▶ **TASK**: Your task is to filter the data below down to the lines holding "tertiary".

[Extracted data entries]
· · · · ·
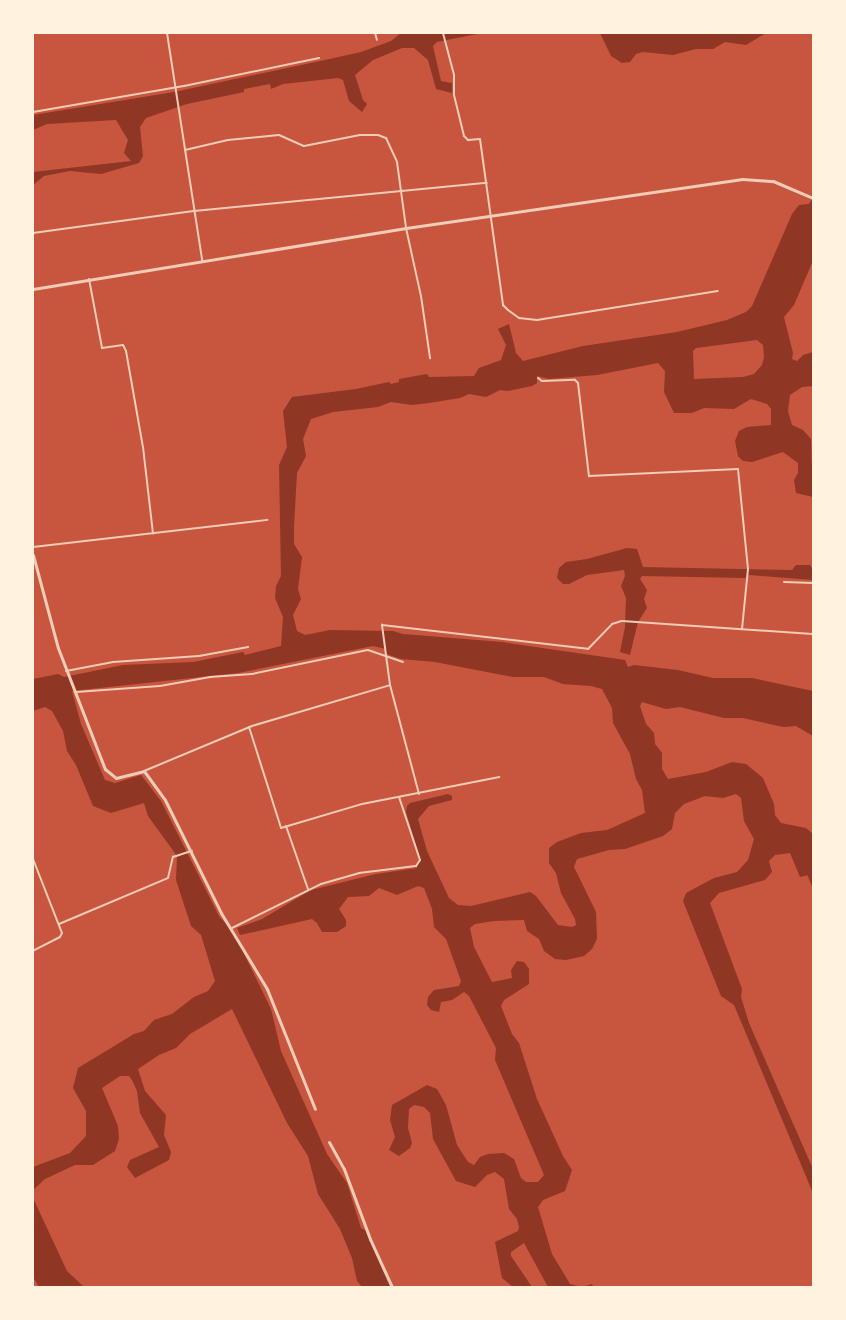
<!DOCTYPE html>
<style>
body{margin:0}
#map{position:relative;width:846px;height:1320px;overflow:hidden;background:#c8553d;font-family:Inter,sans-serif}
div>[style]{position:absolute}
.water>*{inset:0;background:#8f3625}
.canal>*{height:5px;margin:-2.5px;padding:0 2.5px;transform-origin:2.5px;border-radius:2.5px;background:#8f3625}
.minor>*{height:2px;margin:-1px;padding:0 1px;transform-origin:1px;border-radius:1px;background:#f1ccb7}
.tertiary>*{height:3px;margin:-1.5px;padding:0 1.5px;transform-origin:1.5px;border-radius:1.5px;background:#f1ccb7}
span{translate:-50% -50%;white-space:nowrap;text-align:center;line-height:1.15;-webkit-text-stroke:6px #fff3e0;paint-order:stroke}
.frame{position:absolute;inset:0;border:34px solid #fff3e0;pointer-events:none}
</style>
<div id="map">
<div class="water">
<i style="clip-path:polygon(401px 33px,482px 33px,437px 42px,433px 46px,441px 81px,452px 83px,452px 93px,436px 89px,428px 60px,414px 48px,402px 48px,373px 60px,355px 75px,363px 100px,367px 104px,362px 112px,349px 101px,343px 80px,338px 78px,283px 84px,271px 89px,270px 84px,244px 89px,244px 92px,187px 104px,146px 118px,140px 127px,143px 156px,139px 163px,101px 174px,70px 171px,44px 176px,33px 185px,33px 172px,131px 161px,124px 153px,128px 140px,116px 120px,47px 124px,33px 130px,33px 115px,174px 92px,325px 60px,361px 52px,391px 41px)"></i>
<i style="clip-path:polygon(600px 33px,766px 33px,746px 45px,725px 42px,713px 49px,696px 49px,673px 55px,643px 52px,636px 54px,630px 62px,622px 63px,611px 56px)"></i>
<i style="clip-path:polygon(evenodd,813px 197px,812px 263px,794px 305px,784px 317px,793px 353px,792px 359px,797px 361px,803px 355px,813px 352px,813px 386px,802px 387px,790px 395px,788px 411px,792px 425px,803px 430px,811px 439px,813px 497px,796px 493px,794px 480px,798px 473px,798px 463px,783px 452px,752px 462px,743px 461px,738px 456px,735px 441px,739px 431px,747px 427px,771px 425px,771px 409px,767px 404px,751px 399px,734px 409px,704px 408px,692px 413px,674px 413px,664px 392px,665px 371px,658px 363px,597px 375px,549px 379px,537px 376px,537px 383px,532px 386px,508px 391px,500px 390px,486px 397px,469px 394px,460px 398px,429px 403px,412px 405px,391px 402px,378px 407px,333px 412px,311px 419px,303px 439px,306px 456px,297px 473px,294px 527px,294px 544px,302px 557px,298px 589px,301px 599px,293px 615px,297px 631px,305px 635px,330px 630px,393px 631px,403px 634px,502px 642px,625px 660px,628px 667px,634px 665px,678px 670px,713px 678px,752px 678px,813px 691px,813px 736px,796px 726px,783px 727px,743px 718px,724px 718px,680px 707px,666px 709px,642px 702px,640px 706px,646px 724px,654px 733px,655px 744px,662px 753px,662px 769px,668px 779px,706px 772px,732px 762px,746px 764px,763px 778px,774px 804px,775px 815px,781px 823px,806px 828px,813px 834px,813px 874px,800px 877px,790px 853px,775px 855px,769px 861px,772px 872px,765px 880px,719px 893px,710px 903px,742px 989px,741px 997px,749px 1023px,813px 1169px,813px 1193px,734px 1005px,721px 996px,683px 901px,686px 893px,714px 878px,737px 872px,748px 860px,754px 839px,744px 821px,741px 798px,736px 794px,723px 798px,705px 796px,684px 804px,675px 813px,672px 829px,663px 836px,625px 849px,609px 850px,577px 859px,574px 867px,596px 912px,597px 939px,592px 949px,584px 956px,566px 960px,555px 959px,544px 951px,539px 939px,527px 931px,524px 920px,494px 921px,475px 924px,470px 928px,474px 947px,492px 982px,512px 978px,511px 970px,517px 961px,524px 962px,529px 969px,529px 984px,504px 1000px,501px 1006px,512px 1034px,519px 1043px,537px 1099px,563px 1156px,572px 1170px,565px 1191px,543px 1200px,538px 1207px,552px 1254px,570px 1284px,582px 1287px,592px 1284px,593px 1287px,548px 1287px,524px 1243px,511px 1252px,511px 1256px,532px 1287px,513px 1287px,502px 1278px,495px 1242px,518px 1231px,519px 1227px,517px 1219px,509px 1209px,504px 1179px,495px 1172px,487px 1175px,475px 1187px,456px 1181px,433px 1139px,430px 1113px,424px 1107px,414px 1105px,409px 1109px,408px 1128px,412px 1143px,410px 1148px,399px 1156px,389px 1150px,395px 1137px,390px 1120px,392px 1105px,427px 1085px,437px 1089px,446px 1105px,457px 1145px,468px 1162px,474px 1165px,480px 1157px,488px 1154px,504px 1153px,514px 1159px,521px 1178px,526px 1182px,538px 1182px,544px 1175px,495px 1060px,496px 1048px,469px 996px,464px 992px,452px 1000px,441px 1002px,439px 1012px,431px 1010px,427px 1005px,428px 997px,434px 990px,459px 986px,461px 981px,446px 939px,434px 927px,432px 909px,424px 888px,418px 886px,397px 895px,379px 888px,369px 896px,348px 897px,339px 909px,346px 920px,346px 926px,337px 932px,322px 932px,317px 923px,312px 919px,240px 935px,237px 928px,262px 919px,311px 890px,376px 874px,417px 868px,420px 859px,406px 812px,407px 806px,410px 803px,448px 794px,452px 796px,452px 800px,429px 806px,418px 819px,427px 851px,449px 898px,458px 905px,471px 906px,530px 892px,536px 896px,558px 925px,572px 927px,576px 925px,575px 919px,561px 893px,556px 873px,549px 863px,549px 848px,557px 842px,581px 833px,607px 830px,645px 813px,642px 790px,636px 779px,630px 754px,613px 723px,612px 708px,602px 689px,591px 686px,563px 684px,544px 677px,513px 677px,435px 662px,401px 659px,386px 654px,386px 649px,373px 646px,238px 673px,72px 691px,81px 724px,105px 780px,115px 783px,141px 775px,161px 801px,219px 916px,234px 933px,271px 1009px,281px 1051px,327px 1154px,347px 1183px,361px 1228px,365px 1230px,390px 1287px,362px 1287px,357px 1281px,352px 1258px,340px 1229px,318px 1194px,308px 1156px,287px 1123px,232px 1009px,190px 1034px,176px 1048px,159px 1055px,138px 1069px,145px 1091px,166px 1115px,164px 1135px,171px 1152px,169px 1160px,135px 1178px,127px 1167px,130px 1160px,159px 1147px,140px 1113px,137px 1091px,132px 1080px,129px 1076px,120px 1076px,102px 1088px,118px 1126px,119px 1139px,115px 1151px,93px 1165px,75px 1165px,45px 1179px,33px 1190px,33px 1167px,70px 1153px,86px 1136px,86px 1111px,73px 1088px,78px 1068px,134px 1034px,144px 1031px,154px 1020px,172px 1014px,194px 997px,208px 991px,215px 981px,201px 935px,191px 926px,176px 880px,177px 856px,148px 816px,144px 803px,111px 813px,93px 806px,76px 765px,67px 751px,63px 731px,52px 711px,45px 707px,33px 711px,33px 679px,58px 674px,64px 677px,123px 665px,193px 662px,243px 652px,245px 655px,281px 646px,283px 617px,275px 598px,276px 586px,281px 576px,279px 465px,287px 447px,283px 411px,292px 397px,356px 389px,389px 382px,391px 384px,399px 382px,399px 379px,427px 374px,429px 377px,474px 376px,479px 368px,501px 360px,506px 345px,498px 329px,509px 324px,516px 353px,523px 361px,583px 346px,677px 332px,727px 320px,746px 312px,752px 306px,792px 214px,799px 205px,809px 204px,813px 197px,757px 340px,763px 345px,764px 357px,762px 365px,754px 374px,743px 377px,694px 379px,693px 351px,696px 348px,757px 340px)"></i>
<i style="clip-path:polygon(627px 548px,637px 549px,643px 567px,792px 570px,796px 565px,810px 565px,813px 570px,813px 580px,749px 575px,745px 578px,642px 576px,640px 579px,647px 590px,644px 599px,647px 608px,638px 622px,630px 655px,620px 652px,625px 627px,626px 598px,621px 586px,625px 576px,624px 570px,587px 575px,569px 584px,563px 584px,557px 578px,559px 568px,566px 562px,587px 559px)"></i>
<i style="clip-path:polygon(33px 1198px,67px 1271px,84px 1287px,39px 1287px,33px 1277px)"></i>
</div>
<div class="canal">
<i style="left:807px;top:868px;width:16px;rotate:68deg"></i>
</div>
<div class="minor">
<i style="left:167px;top:33px;width:230px;rotate:81.2deg"></i>
<i style="left:375px;top:33px;width:7px;rotate:74deg"></i>
<i style="left:443px;top:33px;width:43px;rotate:75.3deg"></i>
<i style="left:454px;top:75px;width:20px;rotate:90deg"></i>
<i style="left:454px;top:95px;width:42px;rotate:76.3deg"></i>
<i style="left:464px;top:136px;width:6px;rotate:45deg"></i>
<i style="left:468px;top:140px;width:12px;rotate:-5deg"></i>
<i style="left:480px;top:139px;width:168px;rotate:82.1deg"></i>
<i style="left:503px;top:305px;width:7px;rotate:45deg"></i>
<i style="left:508px;top:310px;width:14px;rotate:36deg"></i>
<i style="left:519px;top:318px;width:18px;rotate:6deg"></i>
<i style="left:537px;top:320px;width:183px;rotate:-9.1deg"></i>
<i style="left:33px;top:112px;width:153px;rotate:-9.8deg"></i>
<i style="left:184px;top:86px;width:138px;rotate:-11.7deg"></i>
<i style="left:185px;top:150px;width:44px;rotate:-13.1deg"></i>
<i style="left:228px;top:140px;width:51px;rotate:-5.6deg"></i>
<i style="left:279px;top:135px;width:27px;rotate:24deg"></i>
<i style="left:304px;top:146px;width:57px;rotate:-11.1deg"></i>
<i style="left:360px;top:135px;width:18px"></i>
<i style="left:378px;top:135px;width:9px;rotate:21deg"></i>
<i style="left:386px;top:138px;width:26px;rotate:65deg"></i>
<i style="left:397px;top:162px;width:67px;rotate:82.2deg"></i>
<i style="left:406px;top:228px;width:70px;rotate:77.6deg"></i>
<i style="left:421px;top:296px;width:63px;rotate:81.7deg"></i>
<i style="left:33px;top:233px;width:162px;rotate:-7.8deg"></i>
<i style="left:194px;top:211px;width:294px;rotate:-5.5deg"></i>
<i style="left:89px;top:279px;width:70px;rotate:79.3deg"></i>
<i style="left:102px;top:348px;width:21px;rotate:-8deg"></i>
<i style="left:123px;top:345px;width:7px;rotate:63deg"></i>
<i style="left:126px;top:351px;width:97px;rotate:80deg"></i>
<i style="left:143px;top:447px;width:87px;rotate:83.4deg"></i>
<i style="left:538px;top:378px;width:5px;rotate:37deg"></i>
<i style="left:542px;top:381px;width:33px;rotate:-2deg"></i>
<i style="left:575px;top:380px;width:4px;rotate:45deg"></i>
<i style="left:578px;top:383px;width:94px;rotate:83.3deg"></i>
<i style="left:589px;top:476px;width:149px;rotate:-2.7deg"></i>
<i style="left:738px;top:469px;width:100px;rotate:84.3deg"></i>
<i style="left:748px;top:569px;width:60px;rotate:95.7deg"></i>
<i style="left:33px;top:547px;width:236px;rotate:-6.6deg"></i>
<i style="left:784px;top:582px;width:29px;rotate:2deg"></i>
<i style="left:66px;top:671px;width:48px;rotate:-10.8deg"></i>
<i style="left:113px;top:662px;width:86px;rotate:-4deg"></i>
<i style="left:199px;top:656px;width:50px;rotate:-10.4deg"></i>
<i style="left:76px;top:692px;width:84px;rotate:-4.1deg"></i>
<i style="left:160px;top:686px;width:51px;rotate:-10.2deg"></i>
<i style="left:210px;top:677px;width:42px;rotate:-4.1deg"></i>
<i style="left:252px;top:674px;width:118px;rotate:-11.7deg"></i>
<i style="left:368px;top:650px;width:37px;rotate:19deg"></i>
<i style="left:249px;top:727px;width:106px;rotate:72.4deg"></i>
<i style="left:281px;top:828px;width:84px;rotate:-16.5deg"></i>
<i style="left:362px;top:804px;width:140px;rotate:-11.1deg"></i>
<i style="left:144px;top:771px;width:117px;rotate:-22.6deg"></i>
<i style="left:252px;top:726px;width:144px;rotate:-16.5deg"></i>
<i style="left:419px;top:794px;width:113px;rotate:-104.9deg"></i>
<i style="left:390px;top:685px;width:61px;rotate:-97.6deg"></i>
<i style="left:382px;top:625px;width:207px;rotate:6.6deg"></i>
<i style="left:588px;top:649px;width:35px;rotate:-46deg"></i>
<i style="left:612px;top:624px;width:10px;rotate:-17deg"></i>
<i style="left:622px;top:621px;width:191px;rotate:3.9deg"></i>
<i style="left:286px;top:826px;width:67px;rotate:70.8deg"></i>
<i style="left:33px;top:859px;width:79px;rotate:68.6deg"></i>
<i style="left:62px;top:933px;width:4px;rotate:117deg"></i>
<i style="left:60px;top:937px;width:30px;rotate:153deg"></i>
<i style="left:59px;top:924px;width:118px;rotate:-22.9deg"></i>
<i style="left:168px;top:878px;width:22px;rotate:-77deg"></i>
<i style="left:173px;top:857px;width:20px;rotate:-18deg"></i>
<i style="left:232px;top:928px;width:99px;rotate:-26.3deg"></i>
<i style="left:321px;top:884px;width:40px;rotate:-16deg"></i>
<i style="left:359px;top:873px;width:57px;rotate:-7deg"></i>
<i style="left:416px;top:866px;width:7px;rotate:-56deg"></i>
<i style="left:420px;top:860px;width:66px;rotate:-108.4deg"></i>
</div>
<div class="tertiary">
<i style="left:33px;top:289px;width:378px;rotate:-9.3deg"></i>
<i style="left:406px;top:228px;width:340px;rotate:-8.3deg"></i>
<i style="left:742px;top:179px;width:31px;rotate:4deg"></i>
<i style="left:773px;top:181px;width:43px;rotate:23deg"></i>
<i style="left:33px;top:555px;width:96px;rotate:75deg"></i>
<i style="left:58px;top:648px;width:130px;rotate:68.8deg"></i>
<i style="left:105px;top:769px;width:14px;rotate:39deg"></i>
<i style="left:116px;top:778px;width:29px;rotate:-14deg"></i>
<i style="left:144px;top:771px;width:36px;rotate:54deg"></i>
<i style="left:165px;top:800px;width:126px;rotate:63.6deg"></i>
<i style="left:221px;top:913px;width:89px;rotate:58.8deg"></i>
<i style="left:267px;top:989px;width:129px;rotate:68.2deg"></i>
<i style="left:329px;top:1142px;width:31px;rotate:61deg"></i>
<i style="left:344px;top:1169px;width:75px;rotate:69.6deg"></i>
<i style="left:370px;top:1239px;width:53px;rotate:65.4deg"></i>
</div>
<div class="frame"></div>
</div>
· · · · ·
▶ **EXERCISE OUTPUT**:
.tertiary>*{height:3px;margin:-1.5px;padding:0 1.5px;transform-origin:1.5px;border-radius:1.5px;background:#f1ccb7}
<div class="tertiary">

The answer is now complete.